### What is being asked
Repeat exactly the lines of the listing below, please, starting with the first and ending with the line containing "0 3px,transparent 0"; leave out the rest.

### Dataset
+ + +

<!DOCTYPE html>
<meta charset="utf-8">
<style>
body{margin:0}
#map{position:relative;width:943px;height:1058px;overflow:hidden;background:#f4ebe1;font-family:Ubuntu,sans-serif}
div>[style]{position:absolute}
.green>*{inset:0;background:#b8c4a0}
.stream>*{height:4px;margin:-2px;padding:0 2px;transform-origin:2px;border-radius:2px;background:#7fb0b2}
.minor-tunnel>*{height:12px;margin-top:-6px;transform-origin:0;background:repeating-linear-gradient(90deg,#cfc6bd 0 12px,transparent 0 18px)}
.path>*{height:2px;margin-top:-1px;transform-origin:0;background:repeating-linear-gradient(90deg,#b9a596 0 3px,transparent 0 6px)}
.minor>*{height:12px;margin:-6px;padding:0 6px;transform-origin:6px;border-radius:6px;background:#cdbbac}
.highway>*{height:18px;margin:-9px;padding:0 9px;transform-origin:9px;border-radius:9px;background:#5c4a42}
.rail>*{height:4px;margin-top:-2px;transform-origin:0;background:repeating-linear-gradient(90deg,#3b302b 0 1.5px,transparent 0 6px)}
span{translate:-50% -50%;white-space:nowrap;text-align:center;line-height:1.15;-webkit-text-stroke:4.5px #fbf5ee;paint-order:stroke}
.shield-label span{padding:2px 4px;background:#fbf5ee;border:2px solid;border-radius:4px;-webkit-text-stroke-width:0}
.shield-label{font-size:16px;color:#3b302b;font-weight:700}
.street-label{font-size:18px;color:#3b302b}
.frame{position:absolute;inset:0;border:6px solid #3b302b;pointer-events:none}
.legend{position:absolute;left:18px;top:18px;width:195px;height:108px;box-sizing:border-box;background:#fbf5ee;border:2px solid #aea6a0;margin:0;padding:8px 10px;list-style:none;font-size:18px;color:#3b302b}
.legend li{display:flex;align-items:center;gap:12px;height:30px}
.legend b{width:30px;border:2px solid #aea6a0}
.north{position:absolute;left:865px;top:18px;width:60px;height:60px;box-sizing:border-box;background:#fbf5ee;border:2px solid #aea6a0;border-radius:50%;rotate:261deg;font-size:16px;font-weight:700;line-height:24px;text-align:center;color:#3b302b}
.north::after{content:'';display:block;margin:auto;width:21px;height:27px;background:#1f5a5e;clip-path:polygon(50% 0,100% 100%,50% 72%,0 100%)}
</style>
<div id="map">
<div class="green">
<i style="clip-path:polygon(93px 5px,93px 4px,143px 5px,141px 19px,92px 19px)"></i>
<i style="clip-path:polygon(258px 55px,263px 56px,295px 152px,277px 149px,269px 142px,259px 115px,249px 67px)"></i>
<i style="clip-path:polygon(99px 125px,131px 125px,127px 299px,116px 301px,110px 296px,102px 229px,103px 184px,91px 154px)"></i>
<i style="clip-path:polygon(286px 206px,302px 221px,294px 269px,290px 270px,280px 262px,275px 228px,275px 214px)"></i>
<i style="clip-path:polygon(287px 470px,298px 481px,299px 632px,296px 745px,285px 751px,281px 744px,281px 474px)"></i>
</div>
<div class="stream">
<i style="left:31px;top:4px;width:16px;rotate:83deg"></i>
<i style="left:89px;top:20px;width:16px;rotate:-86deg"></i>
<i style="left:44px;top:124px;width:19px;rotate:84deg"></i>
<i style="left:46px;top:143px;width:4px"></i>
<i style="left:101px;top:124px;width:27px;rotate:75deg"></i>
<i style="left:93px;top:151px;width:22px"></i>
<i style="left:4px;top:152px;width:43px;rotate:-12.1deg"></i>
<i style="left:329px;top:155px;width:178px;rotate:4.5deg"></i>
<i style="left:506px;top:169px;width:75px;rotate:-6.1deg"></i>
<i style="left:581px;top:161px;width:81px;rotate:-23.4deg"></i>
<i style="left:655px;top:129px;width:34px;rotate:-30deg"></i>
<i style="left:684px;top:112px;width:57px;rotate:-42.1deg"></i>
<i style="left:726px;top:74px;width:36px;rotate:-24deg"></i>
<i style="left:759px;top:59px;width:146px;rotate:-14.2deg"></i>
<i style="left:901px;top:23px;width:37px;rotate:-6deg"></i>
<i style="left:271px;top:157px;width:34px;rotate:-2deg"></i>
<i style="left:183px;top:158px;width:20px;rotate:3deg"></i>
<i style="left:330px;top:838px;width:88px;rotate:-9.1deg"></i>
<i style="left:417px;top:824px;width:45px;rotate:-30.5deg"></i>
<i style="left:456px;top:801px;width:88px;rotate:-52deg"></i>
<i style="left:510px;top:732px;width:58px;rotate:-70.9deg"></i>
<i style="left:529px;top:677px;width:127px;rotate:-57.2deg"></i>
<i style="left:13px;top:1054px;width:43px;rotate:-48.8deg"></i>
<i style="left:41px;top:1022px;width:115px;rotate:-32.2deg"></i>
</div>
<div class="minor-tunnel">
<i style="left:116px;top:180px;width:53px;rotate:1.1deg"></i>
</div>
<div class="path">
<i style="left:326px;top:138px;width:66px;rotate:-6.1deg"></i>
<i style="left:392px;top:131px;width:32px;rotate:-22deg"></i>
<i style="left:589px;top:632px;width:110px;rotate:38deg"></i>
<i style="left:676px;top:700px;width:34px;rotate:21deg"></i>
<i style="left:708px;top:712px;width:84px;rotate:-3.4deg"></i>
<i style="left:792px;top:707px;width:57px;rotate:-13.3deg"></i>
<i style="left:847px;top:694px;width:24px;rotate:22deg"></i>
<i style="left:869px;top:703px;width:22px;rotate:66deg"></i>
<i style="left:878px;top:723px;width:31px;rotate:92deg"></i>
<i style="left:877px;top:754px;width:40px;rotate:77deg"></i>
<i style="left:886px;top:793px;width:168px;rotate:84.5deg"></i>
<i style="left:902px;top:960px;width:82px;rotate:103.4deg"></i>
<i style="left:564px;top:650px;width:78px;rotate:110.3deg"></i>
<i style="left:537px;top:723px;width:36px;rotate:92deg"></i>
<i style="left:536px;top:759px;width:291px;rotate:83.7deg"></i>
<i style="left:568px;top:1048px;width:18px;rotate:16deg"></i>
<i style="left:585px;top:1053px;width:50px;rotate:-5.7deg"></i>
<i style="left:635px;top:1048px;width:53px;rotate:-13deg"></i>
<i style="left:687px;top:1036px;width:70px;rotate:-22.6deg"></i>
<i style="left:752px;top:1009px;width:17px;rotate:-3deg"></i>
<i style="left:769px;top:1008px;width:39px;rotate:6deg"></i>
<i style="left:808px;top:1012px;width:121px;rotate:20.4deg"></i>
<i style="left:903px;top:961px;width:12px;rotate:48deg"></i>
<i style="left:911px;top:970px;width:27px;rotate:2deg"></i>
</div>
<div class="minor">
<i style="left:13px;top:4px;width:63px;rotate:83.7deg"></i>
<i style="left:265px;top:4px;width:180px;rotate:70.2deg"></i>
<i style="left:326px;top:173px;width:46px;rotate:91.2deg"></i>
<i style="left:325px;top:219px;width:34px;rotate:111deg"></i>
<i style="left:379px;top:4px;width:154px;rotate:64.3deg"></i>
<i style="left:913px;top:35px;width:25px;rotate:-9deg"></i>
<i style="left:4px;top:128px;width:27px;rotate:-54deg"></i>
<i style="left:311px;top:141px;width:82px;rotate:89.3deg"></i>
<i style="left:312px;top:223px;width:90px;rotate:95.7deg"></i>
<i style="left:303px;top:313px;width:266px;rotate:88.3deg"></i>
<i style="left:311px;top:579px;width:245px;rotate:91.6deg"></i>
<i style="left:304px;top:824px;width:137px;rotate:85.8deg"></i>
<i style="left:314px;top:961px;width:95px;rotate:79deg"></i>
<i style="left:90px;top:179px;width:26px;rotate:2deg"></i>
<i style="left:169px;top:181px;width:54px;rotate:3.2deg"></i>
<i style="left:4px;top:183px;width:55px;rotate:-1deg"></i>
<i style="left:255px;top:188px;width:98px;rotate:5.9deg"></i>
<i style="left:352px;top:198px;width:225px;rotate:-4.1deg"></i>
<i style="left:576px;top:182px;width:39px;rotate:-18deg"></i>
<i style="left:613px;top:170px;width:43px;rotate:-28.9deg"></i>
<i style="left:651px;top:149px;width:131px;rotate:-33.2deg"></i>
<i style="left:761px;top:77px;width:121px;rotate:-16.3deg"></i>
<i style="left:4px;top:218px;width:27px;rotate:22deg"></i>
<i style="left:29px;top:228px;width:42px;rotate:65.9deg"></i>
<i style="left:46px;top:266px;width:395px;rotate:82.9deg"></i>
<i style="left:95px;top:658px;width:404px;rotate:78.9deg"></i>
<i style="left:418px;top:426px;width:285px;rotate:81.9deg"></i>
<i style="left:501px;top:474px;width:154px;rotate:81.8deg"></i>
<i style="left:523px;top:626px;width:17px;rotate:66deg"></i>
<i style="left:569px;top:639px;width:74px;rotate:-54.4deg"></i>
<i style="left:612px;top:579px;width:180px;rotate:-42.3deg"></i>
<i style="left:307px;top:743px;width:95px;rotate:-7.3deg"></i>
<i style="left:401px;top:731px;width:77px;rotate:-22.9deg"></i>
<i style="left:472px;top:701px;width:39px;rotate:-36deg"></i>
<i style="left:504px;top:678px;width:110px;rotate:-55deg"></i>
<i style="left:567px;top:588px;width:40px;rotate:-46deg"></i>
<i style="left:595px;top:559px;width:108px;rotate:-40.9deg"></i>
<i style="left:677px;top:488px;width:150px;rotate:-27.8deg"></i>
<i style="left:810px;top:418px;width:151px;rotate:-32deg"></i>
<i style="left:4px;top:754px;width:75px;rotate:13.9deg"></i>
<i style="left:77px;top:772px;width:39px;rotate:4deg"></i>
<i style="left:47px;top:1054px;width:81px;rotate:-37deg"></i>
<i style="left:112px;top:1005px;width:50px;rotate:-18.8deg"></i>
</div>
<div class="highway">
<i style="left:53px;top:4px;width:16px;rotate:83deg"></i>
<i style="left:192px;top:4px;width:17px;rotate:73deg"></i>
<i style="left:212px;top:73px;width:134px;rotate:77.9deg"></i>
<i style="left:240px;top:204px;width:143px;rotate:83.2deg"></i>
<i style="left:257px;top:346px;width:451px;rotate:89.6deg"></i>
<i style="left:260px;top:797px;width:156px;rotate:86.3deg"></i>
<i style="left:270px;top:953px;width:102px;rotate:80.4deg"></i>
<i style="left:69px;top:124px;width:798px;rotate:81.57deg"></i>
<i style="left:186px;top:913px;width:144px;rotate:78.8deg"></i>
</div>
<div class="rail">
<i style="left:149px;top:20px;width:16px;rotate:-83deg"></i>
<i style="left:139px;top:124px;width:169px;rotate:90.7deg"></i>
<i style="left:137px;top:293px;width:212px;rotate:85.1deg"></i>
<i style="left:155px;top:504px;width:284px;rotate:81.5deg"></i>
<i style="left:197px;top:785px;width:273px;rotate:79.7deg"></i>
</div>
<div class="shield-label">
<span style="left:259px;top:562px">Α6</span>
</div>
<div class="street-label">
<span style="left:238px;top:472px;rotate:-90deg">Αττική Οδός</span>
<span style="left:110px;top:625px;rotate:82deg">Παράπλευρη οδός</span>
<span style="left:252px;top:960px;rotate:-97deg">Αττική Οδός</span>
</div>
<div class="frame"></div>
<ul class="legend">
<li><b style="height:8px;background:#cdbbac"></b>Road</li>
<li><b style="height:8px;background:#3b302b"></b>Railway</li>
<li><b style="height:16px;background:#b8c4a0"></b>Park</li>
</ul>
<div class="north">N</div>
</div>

+ + +

### Exercise answer
<!DOCTYPE html>
<meta charset="utf-8">
<style>
body{margin:0}
#map{position:relative;width:943px;height:1058px;overflow:hidden;background:#f4ebe1;font-family:Ubuntu,sans-serif}
div>[style]{position:absolute}
.green>*{inset:0;background:#b8c4a0}
.stream>*{height:4px;margin:-2px;padding:0 2px;transform-origin:2px;border-radius:2px;background:#7fb0b2}
.minor-tunnel>*{height:12px;margin-top:-6px;transform-origin:0;background:repeating-linear-gradient(90deg,#cfc6bd 0 12px,transparent 0 18px)}
.path>*{height:2px;margin-top:-1px;transform-origin:0;background:repeating-linear-gradient(90deg,#b9a596 0 3px,transparent 0 6px)}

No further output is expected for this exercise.